Martian bacteria and pennies

I have previously put forth my opinion that true differentiated instruction requires the ability to use and teach different materials. This year, I have been required to teach exactly the same math to all my students. I am allowed to work on remedial math in blocks of essentially nonexistent time, especially if I can somehow do this in small groups, but my students are all supposed to take the exact same probability test at the end of the week. They all take the same unit tests designed by a group of outside consultants as well. I think this same-material-for-everybody approach is bonkers.

From today’s instruction, I offer this example to show in a nutshell why one-size-does-not-fit-all. The two middle-school students below are in the same class with me twice a day, once for math and once for science:

Student A: Ms. Q, if there are bacteria on Mars, would they be dangerous to us if we went there?

Student B (while we were tossing coins, making a probability chart): Ms. Q, which one is heads and which one is tails?

Eduhonesty: My scary unit tests results don’t surprise me much, if at all.
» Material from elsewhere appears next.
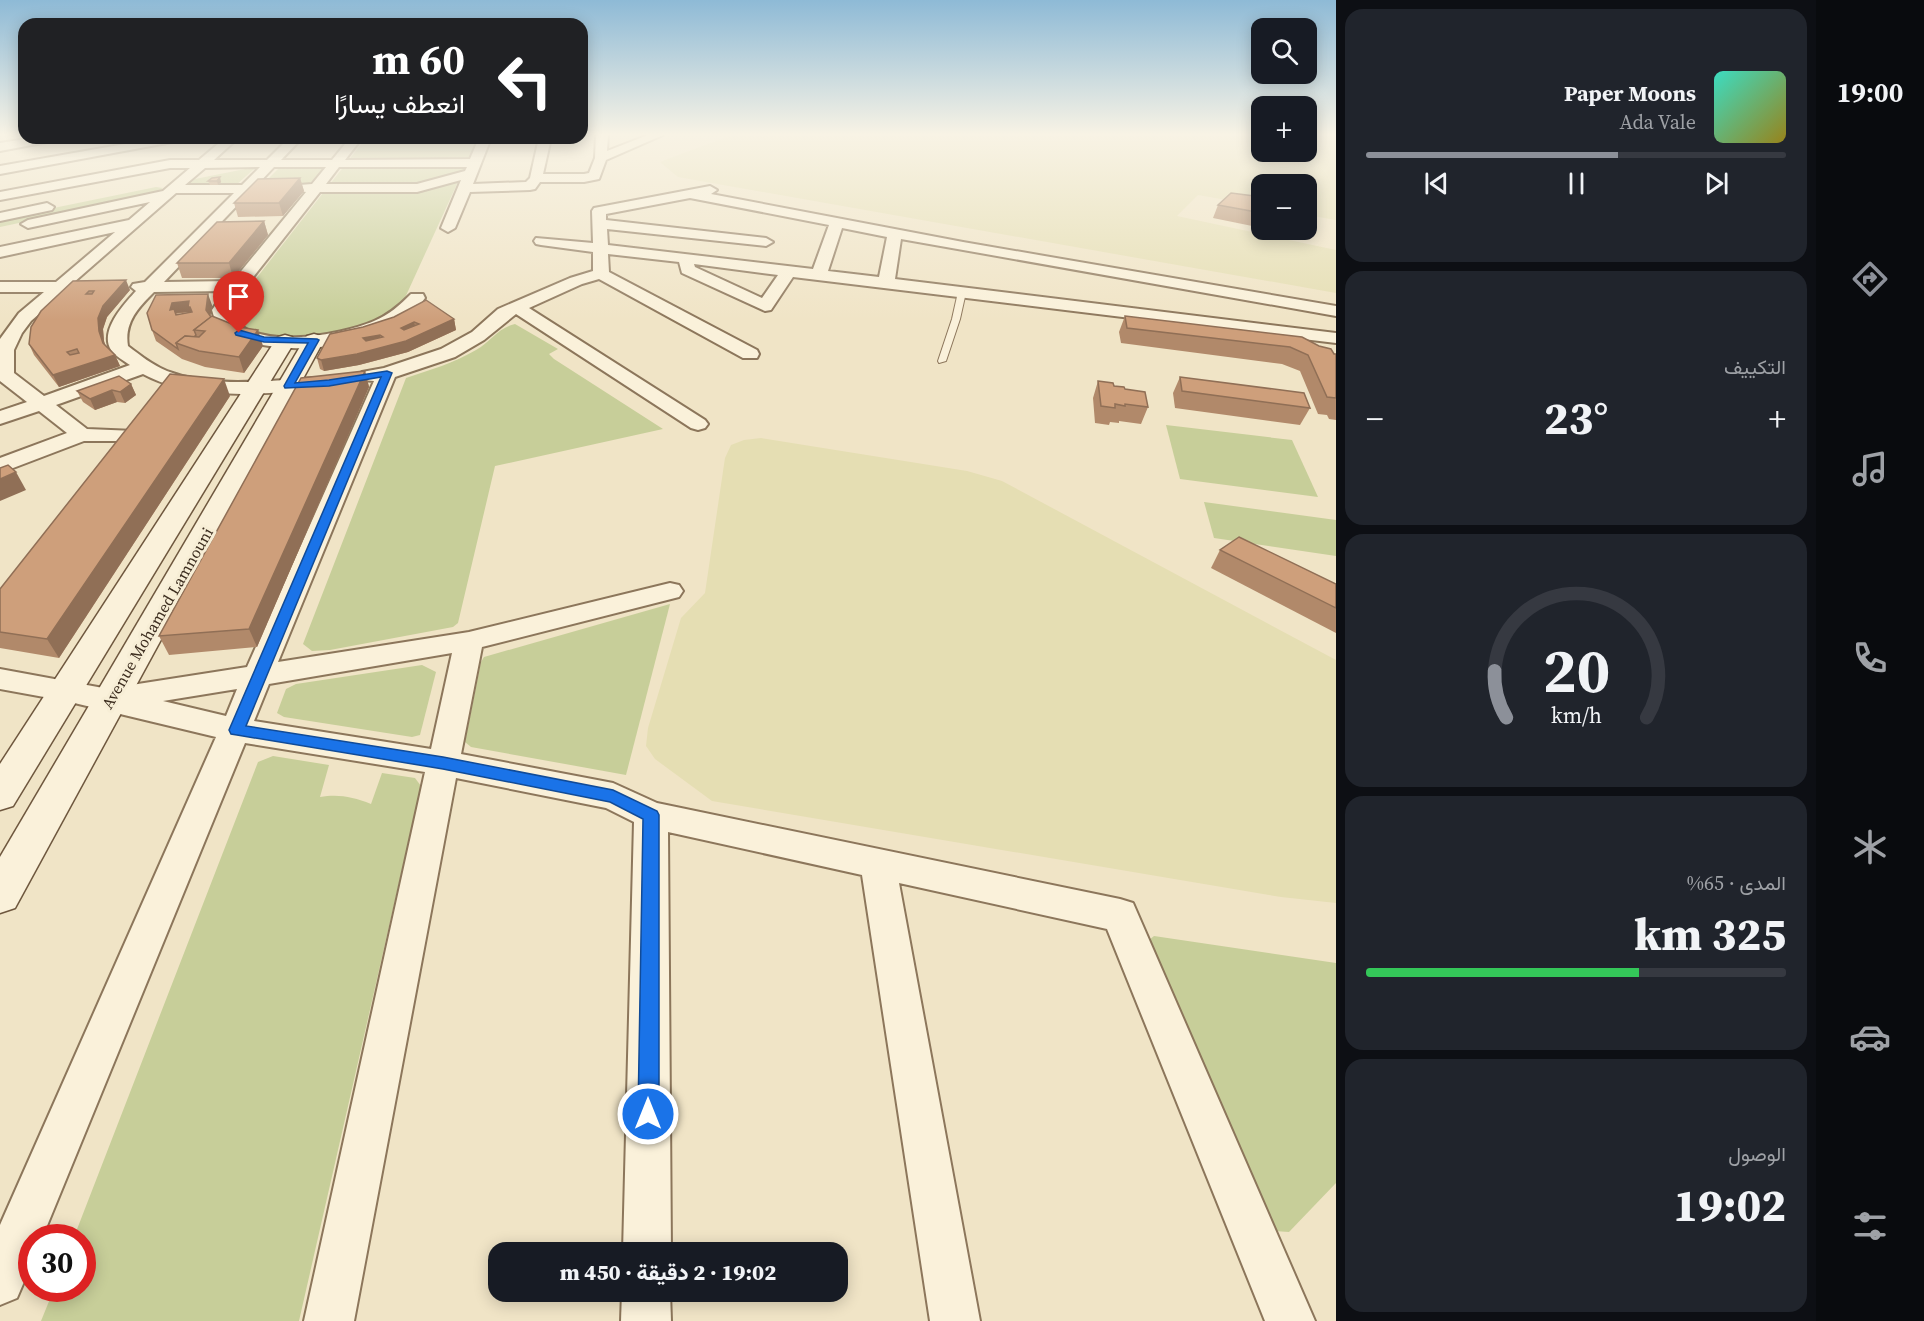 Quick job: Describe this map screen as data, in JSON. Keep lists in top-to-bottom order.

I’m managing to teach a great deal of the required math for the year. But some kids are not ready for that grade-level math. Trust me.

Fakin’ it but not makin’ it

I have learned in my years of teaching that kids can often pronounce multisyllabic words perfectly without understanding what they are saying. These acts of mimicry convince teachers that vital reading skills have been acquired until the tests and quizzes start to roll in. I’m not sure how kids reach the seventh grade unable to decipher book content once the pictures are removed, but I do know this: We desperately need more remedial reading programs.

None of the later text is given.